UNITED STATES COURT OF APPEALS FOR THE NINTH CIRCUIT
Aug 5, 2016
No. 15-16408 (9th Cir. Aug. 5, 2016)

Summary

reiterating that a pro se prisoner cannot litigate a case as a class action

Summary of this case from Fourstar v. Trump

Opinion

No. 15-16408

08-05-2016

DION ANDERSON, Plaintiff - Appellant, v. EDMUND G. BROWN, Jr., California State Governor; et al., Defendants - Appellees.


NOT FOR PUBLICATION

D.C. No. 1:12-cv-01839-AWI-DLB MEMORANDUM Appeal from the United States District Court for the Eastern District of California
Anthony W. Ishii, District Judge, Presiding Before: SCHROEDER, CANBY, and CALLAHAN, Circuit Judges.

This disposition is not appropriate for publication and is not precedent except as provided by 9th Cir. R. 36-3.

California state prisoner Dion Anderson appeals pro se from the district court's judgment dismissing his 42 U.S.C. § 1983 action alleging federal claims. We have jurisdiction under 28 U.S.C. § 1291. We review de novo a dismissal for failure to state a claim under 28 U.S.C. §§ 1915A and 1915(e)(2)(B)(ii). Resnick v. Hayes, 213 F.3d 443, 447 (9th Cir. 2000); Barren v. Harrington, 152 F.3d 1193, 1194 (9th Cir. 1998) (order). We affirm.

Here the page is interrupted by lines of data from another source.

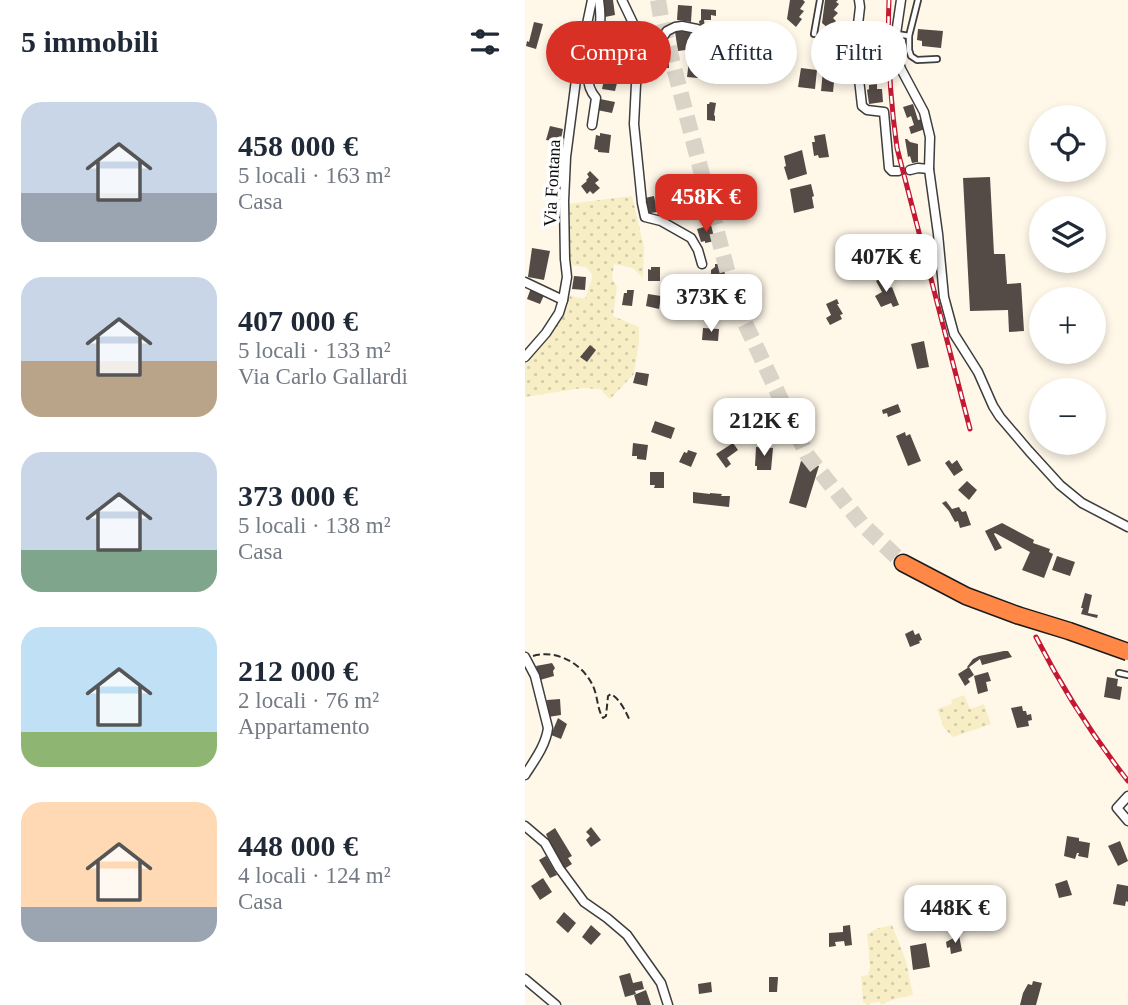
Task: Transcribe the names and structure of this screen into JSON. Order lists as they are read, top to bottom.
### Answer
{
  "streets": {
    "street": ["Via Fontana"]
  },
  "page": {
    "heading": "5 immobili",
    "chip": ["Compra", "Affitta", "Filtri"],
    "list": [
      {
        "name": "458 000 €",
        "note": "5 locali · 163 m² · Casa"
      },
      {
        "name": "407 000 €",
        "note": "5 locali · 133 m² · Via Carlo Gallardi"
      },
      {
        "name": "373 000 €",
        "note": "5 locali · 138 m² · Casa"
      },
      {
        "name": "212 000 €",
        "note": "2 locali · 76 m² · Appartamento"
      },
      {
        "name": "448 000 €",
        "note": "4 locali · 124 m² · Casa"
      }
    ],
    "map_buttons": ["+", "−"],
    "price": [
      "458K €",
      "407K €",
      "373K €",
      "212K €",
      "448K €"
    ]
  }
}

The district court properly dismissed Anderson's action because Anderson failed to allege facts sufficient to state any plausible claim for relief. See Hebbe v. Pliler, 627 F.3d 338, 341-42 (9th Cir. 2010) (although pro se pleadings are to be construed liberally, a plaintiff must present factual allegations sufficient to state a plausible claim for relief).

The district court properly determined that, as a pro se party, Anderson could not litigate the instant action as a class action. See Simon v. Hartford Life, Inc., 546 F.3d 661, 664 (9th Cir. 2008) ("It is well established that the privilege to represent oneself pro se provided by [28 U.S.C.] § 1654 is personal to the litigant and does not extend to other parties or entities.").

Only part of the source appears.